Книга: Пути России от Ельцина до Батыя. История наоборот
Назад: Миф четвертый. О рабской душе народа
Дальше: О том, как Николай Павлович лавировал, лавировал, да не вылавировал

Глава пятая. О том, как Александр Николаевич превзошел Николая Павловича

Давайте-ка перенесемся лет на сто в прошлое от бурных событий Первой мировой войны и русской революции. Тихая патриархальная Россия… В городах еще нет аномии успеха… Да и успеха-то самого нет… А если уж писать откровенно, то нет и самих городов как центра сосредоточения промышленности. Не слишком далеко отходя от истины, можно сказать, что русские города того времени — это большие деревни, где мещанское население по образу жизни чрезвычайно похоже еще на крестьянское. Вот бы тогда взять и отменить крепостное право! Изменить характер отношений в деревне до тех пор, пока мрачный город не подхватил обедневших русских мужичков, не втянул в свой кошмарный, беспокойный образ жизни, не перемолол крестьян в пролетариев, не сделал из «мыслящих пролетариев» безумных революционеров! Так и представляешь себе прекрасный зимний денек, когда высоченный красавец император на лихом коне выезжает на большую столичную площадь и, обратившись лицом к Медному всаднику, зачитывает манифест об отмене рабства… Фанфары… Фейерверки… Радостные крики благодарного народа… Новый отец отечества явился.

Увы, в мрачный декабрьский денек 1825 года высоченный красавец император Николай Павлович, выезжая на лихом коне к Сенатской площади, был поглощен совершенно иными мыслями. Он, собственно, не был еще даже императором. Только принцем. И на манер принца Гамлета размышлял: быть или не быть? Быть ли ему императором в этот день или собравшиеся на площади офицеры-бунтовщики (позднее названные декабристами) с помощью доверившихся им нижних чинов пресекут благословенное правление Николая I в первый же день его царствования? Размышления типа «быть или не быть?» перерастали в «бить или не бить?». Бить ли государю своих солдат, совершивших в 1812 году подвиг, прошедших затем от Москвы до Парижа, а теперь взбунтовавшихся, или урегулировать инцидент мирными средствами: уговорами и уверениями в том, что Константин Павлович — старший брат Николая — действительно отрекся от престола и нет смысла далее хранить ему верность?

Страшный денек 14 декабря 1825 года завершился успешно для императора, однако наверняка наложил отпечаток на все его дальнейшее тридцатилетнее правление. Вплоть до самой своей кончины Николай I должен был помнить о том, как сложно управлять дворянством, если оно выходит из подчинения.
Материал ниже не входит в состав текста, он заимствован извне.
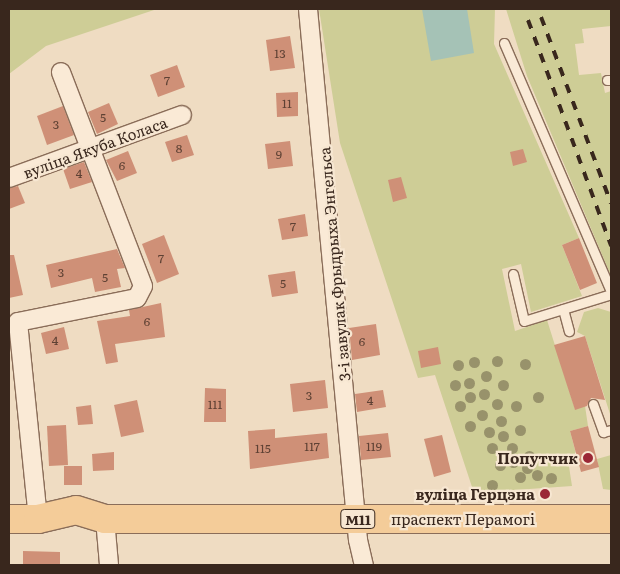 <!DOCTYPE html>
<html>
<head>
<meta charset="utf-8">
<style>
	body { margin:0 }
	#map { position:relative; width:620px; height:574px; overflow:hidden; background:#efdcc2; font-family:Literata,serif }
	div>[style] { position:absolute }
	.green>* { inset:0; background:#cecd96 }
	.water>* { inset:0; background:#a5c2b6 }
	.building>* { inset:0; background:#cf9077 }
	.roads { filter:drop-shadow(1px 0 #8a6d59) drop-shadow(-1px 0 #8a6d59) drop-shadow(0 1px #8a6d59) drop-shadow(0 -1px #8a6d59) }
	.service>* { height:9px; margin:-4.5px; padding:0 4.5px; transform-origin:4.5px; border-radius:4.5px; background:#faead6 }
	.minor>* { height:18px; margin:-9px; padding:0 9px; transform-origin:9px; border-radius:9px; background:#faead6 }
	.primary>* { height:28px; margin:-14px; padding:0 14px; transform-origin:14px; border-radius:14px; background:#f4cc99 }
	.rail>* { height:4px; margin-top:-2px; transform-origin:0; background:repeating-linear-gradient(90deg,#39271d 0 9px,transparent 0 18px) }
	.trees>* { width:11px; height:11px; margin:-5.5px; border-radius:50%; background:#98926b }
	.dots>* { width:14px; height:14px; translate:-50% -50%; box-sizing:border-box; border:2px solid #f7e7d2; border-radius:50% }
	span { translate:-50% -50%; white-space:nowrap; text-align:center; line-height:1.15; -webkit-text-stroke:4.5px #f7e7d2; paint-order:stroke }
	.number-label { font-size:12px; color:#5e4134 }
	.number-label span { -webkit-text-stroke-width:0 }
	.shield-label span { padding:1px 4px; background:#f7e7d2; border:1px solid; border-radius:4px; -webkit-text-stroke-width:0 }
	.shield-label { font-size:14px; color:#39271d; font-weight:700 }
	.street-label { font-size:15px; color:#39271d }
	.poi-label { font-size:15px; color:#39271d; font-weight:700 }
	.right { translate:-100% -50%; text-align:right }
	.frame { position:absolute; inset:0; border:10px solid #39271d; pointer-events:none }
</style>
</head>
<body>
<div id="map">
	<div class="green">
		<div style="clip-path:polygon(9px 9px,157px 9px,46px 46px,9px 74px)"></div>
		<div style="clip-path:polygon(319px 9px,495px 9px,494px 44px,579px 238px,562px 245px,582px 296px,531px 312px,521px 264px,502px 269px,515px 331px,547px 320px,575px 409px,585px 406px,588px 426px,570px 431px,576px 454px,568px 460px,572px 486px,474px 493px,435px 375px,418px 378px,340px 143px)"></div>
		<div style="clip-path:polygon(506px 9px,611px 9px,611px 26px,582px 29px,584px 43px,575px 44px,579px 75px,601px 73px,605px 93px,611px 91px,611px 276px,527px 76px)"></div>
		<div style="clip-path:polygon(598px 308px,611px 312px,611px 417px,585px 336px,577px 332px,584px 312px)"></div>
		<div style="clip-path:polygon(611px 455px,611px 490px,603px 489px,597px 459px)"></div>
	</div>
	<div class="water">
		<div style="clip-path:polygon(422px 9px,467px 9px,474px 53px,431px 61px)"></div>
	</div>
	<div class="building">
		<div style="clip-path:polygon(290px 36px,295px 68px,270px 71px,266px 40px)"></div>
		<div style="clip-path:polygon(177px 65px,185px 87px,158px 97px,150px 75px)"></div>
		<div style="clip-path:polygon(298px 92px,298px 116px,277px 117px,276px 93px)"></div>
		<div style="clip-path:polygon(109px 103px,118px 124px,97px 134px,88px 112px)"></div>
		<div style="clip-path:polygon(63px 106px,74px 135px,47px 145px,37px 116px)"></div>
		<div style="clip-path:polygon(187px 135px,194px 155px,172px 162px,165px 142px)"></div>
		<div style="clip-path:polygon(290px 141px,293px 166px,268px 169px,265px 144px)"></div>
		<div style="clip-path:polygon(523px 149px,527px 162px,513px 166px,510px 152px)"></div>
		<div style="clip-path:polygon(128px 151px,137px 173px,117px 181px,106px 160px)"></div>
		<div style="clip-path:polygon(84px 162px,92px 182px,70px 189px,63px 169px)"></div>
		<div style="clip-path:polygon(401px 177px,407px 198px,393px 202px,388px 180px)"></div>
		<div style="clip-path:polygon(18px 186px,25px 203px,9px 209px,9px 188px)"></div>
		<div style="clip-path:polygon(305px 214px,308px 236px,282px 240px,278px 219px)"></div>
		<div style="clip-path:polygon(164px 235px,179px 274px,157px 283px,142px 244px)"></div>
		<div style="clip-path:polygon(579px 238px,597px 283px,580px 290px,562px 245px)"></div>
		<div style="clip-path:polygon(117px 249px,125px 268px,117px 269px,121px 287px,95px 292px,92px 278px,51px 288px,46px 265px)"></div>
		<div style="clip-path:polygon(9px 255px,14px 255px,23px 295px,9px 298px)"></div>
		<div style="clip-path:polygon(295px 271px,298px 293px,272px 297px,268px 275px)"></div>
		<div style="clip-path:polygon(161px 303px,165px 337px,115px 344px,118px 362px,106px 364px,97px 321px,130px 316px,129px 310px)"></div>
		<div style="clip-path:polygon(376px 324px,380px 355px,352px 360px,349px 328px)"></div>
		<div style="clip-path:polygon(64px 327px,69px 349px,46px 354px,41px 333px)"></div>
		<div style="clip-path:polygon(585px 336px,605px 400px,591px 398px,587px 406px,575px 410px,554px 345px)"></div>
		<div style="clip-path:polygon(438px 347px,441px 364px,421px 368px,418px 351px)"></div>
		<div style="clip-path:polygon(325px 380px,328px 408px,293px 412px,290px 384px)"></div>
		<div style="clip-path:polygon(205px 388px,226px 389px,226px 422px,204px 422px)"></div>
		<div style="clip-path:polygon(383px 390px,386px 407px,357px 412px,355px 394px)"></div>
		<div style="clip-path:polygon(137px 400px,144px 432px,121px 437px,114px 405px)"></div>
		<div style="clip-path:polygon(91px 405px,93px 424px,78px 425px,76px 407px)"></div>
		<div style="clip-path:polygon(66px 425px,68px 465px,49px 466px,47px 426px)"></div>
		<div style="clip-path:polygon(588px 426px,599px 467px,581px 472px,570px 431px)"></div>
		<div style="clip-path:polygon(275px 429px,275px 438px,327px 433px,329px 458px,250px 469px,248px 431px)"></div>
		<div style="clip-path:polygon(388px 433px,391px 457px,361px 460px,359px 436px)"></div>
		<div style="clip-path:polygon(442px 435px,451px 472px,434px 477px,424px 439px)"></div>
		<div style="clip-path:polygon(114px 452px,114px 470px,93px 471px,92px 454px)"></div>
		<div style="clip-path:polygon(64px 466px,82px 466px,82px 485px,64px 485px)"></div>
		<div style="clip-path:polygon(23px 551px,60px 552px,60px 565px,23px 565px)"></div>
	</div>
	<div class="roads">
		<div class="service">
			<div style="left:504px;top:43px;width:271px;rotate:66.7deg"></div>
			<div style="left:607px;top:80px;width:4px"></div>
			<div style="left:513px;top:274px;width:48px;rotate:76.8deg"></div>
			<div style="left:524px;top:321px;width:91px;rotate:-17.2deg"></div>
			<div style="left:563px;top:309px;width:23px;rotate:75deg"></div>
			<div style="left:593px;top:404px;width:30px;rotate:70deg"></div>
			<div style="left:603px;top:432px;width:8px;rotate:-14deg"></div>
		</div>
		<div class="minor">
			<div style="left:308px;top:9px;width:533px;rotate:84.62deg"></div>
			<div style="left:358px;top:540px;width:26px;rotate:77deg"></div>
			<div style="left:9px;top:178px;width:184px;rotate:-20deg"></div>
			<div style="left:38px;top:519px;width:198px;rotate:-95.8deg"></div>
			<div style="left:18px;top:322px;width:121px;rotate:-11.4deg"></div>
			<div style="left:137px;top:298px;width:13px;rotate:-63deg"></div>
			<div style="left:143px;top:286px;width:229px;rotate:-111deg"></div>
			<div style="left:105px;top:519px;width:46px;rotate:85deg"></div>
		</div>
		<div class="primary">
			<div style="left:9px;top:519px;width:29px"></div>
			<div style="left:38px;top:519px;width:39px;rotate:-13deg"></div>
			<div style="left:76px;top:510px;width:30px;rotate:17deg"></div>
			<div style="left:105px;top:519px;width:506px"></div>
		</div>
	</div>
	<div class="rail">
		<div style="left:541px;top:17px;width:199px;rotate:69.4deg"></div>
		<div style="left:528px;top:20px;width:241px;rotate:69.8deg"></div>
	</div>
	<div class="trees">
		<div style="left:497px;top:361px"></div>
		<div style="left:474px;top:362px"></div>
		<div style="left:525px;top:364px"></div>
		<div style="left:458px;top:365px"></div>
		<div style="left:486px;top:376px"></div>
		<div style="left:469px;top:383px"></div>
		<div style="left:455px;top:385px"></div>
		<div style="left:503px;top:385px"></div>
		<div style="left:484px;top:394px"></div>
		<div style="left:470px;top:397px"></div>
		<div style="left:538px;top:397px"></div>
		<div style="left:497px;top:404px"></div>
		<div style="left:460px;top:406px"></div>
		<div style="left:516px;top:406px"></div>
		<div style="left:482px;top:415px"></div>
		<div style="left:501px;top:421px"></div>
		<div style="left:470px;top:426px"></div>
		<div style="left:520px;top:430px"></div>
		<div style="left:489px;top:432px"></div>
		<div style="left:503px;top:436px"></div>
		<div style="left:492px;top:448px"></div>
		<div style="left:512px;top:448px"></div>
		<div style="left:529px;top:456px"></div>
		<div style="left:513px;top:462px"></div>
		<div style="left:500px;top:465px"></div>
		<div style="left:527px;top:468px"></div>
		<div style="left:537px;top:475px"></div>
		<div style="left:520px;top:477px"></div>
		<div style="left:551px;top:478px"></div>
		<div style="left:492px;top:485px"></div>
	</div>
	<div class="dots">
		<div style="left:588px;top:458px;background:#9b2736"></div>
		<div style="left:545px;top:494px;background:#9b2736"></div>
	</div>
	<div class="number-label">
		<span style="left:280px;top:54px">13</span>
		<span style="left:167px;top:81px">7</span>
		<span style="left:287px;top:104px">11</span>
		<span style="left:103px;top:118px">5</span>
		<span style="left:56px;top:125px">3</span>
		<span style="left:179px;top:149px">8</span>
		<span style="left:279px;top:155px">9</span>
		<span style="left:122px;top:166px">6</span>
		<span style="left:79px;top:174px">4</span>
		<span style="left:293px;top:227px">7</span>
		<span style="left:161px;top:259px">7</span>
		<span style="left:61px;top:273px">3</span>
		<span style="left:105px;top:278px">5</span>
		<span style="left:283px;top:284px">5</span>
		<span style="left:147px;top:322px">6</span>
		<span style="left:55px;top:341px">4</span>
		<span style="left:362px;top:342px">6</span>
		<span style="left:309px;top:396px">3</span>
		<span style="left:370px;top:401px">4</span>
		<span style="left:215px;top:405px">111</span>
		<span style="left:312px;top:447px">117</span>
		<span style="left:374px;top:447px">119</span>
		<span style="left:263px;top:449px">115</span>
	</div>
	<div class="shield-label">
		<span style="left:358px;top:519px">М11</span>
	</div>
	<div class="street-label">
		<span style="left:95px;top:147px;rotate:-20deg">вуліца Якуба Коласа</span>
		<span style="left:334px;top:264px;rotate:-95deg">3-і завулак Фрыдрыха Энгельса</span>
		<span style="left:463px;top:519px">праспект Перамогі</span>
	</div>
	<div class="poi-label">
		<span class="right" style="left:578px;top:458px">Попутчик</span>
		<span class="right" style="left:535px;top:494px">вуліца Герцэна</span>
	</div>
	<div class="frame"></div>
</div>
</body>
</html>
В «тихой патриархальной России» не могло быть еще катаклизмов, связанных с формированием пролетариата и аномией успеха, но государю хватало забот, связанных с аристократами, которые, как лебедь, рак и щука, тянули «воз старой империи» в разные стороны. «Раки», думающие о своих шкурных интересах, тянули назад, не желая поступиться правами крепостников. Вольнолюбивые, просвещенные «лебеди» рвались в облака, мечтая о свободной России, за которую не стыдно перед европейцами. А зубастые «щуки-бюрократы» лавировали между различными группами дворянства, стремясь сохранить самодержавие и не давая ни одной из них прорваться к власти.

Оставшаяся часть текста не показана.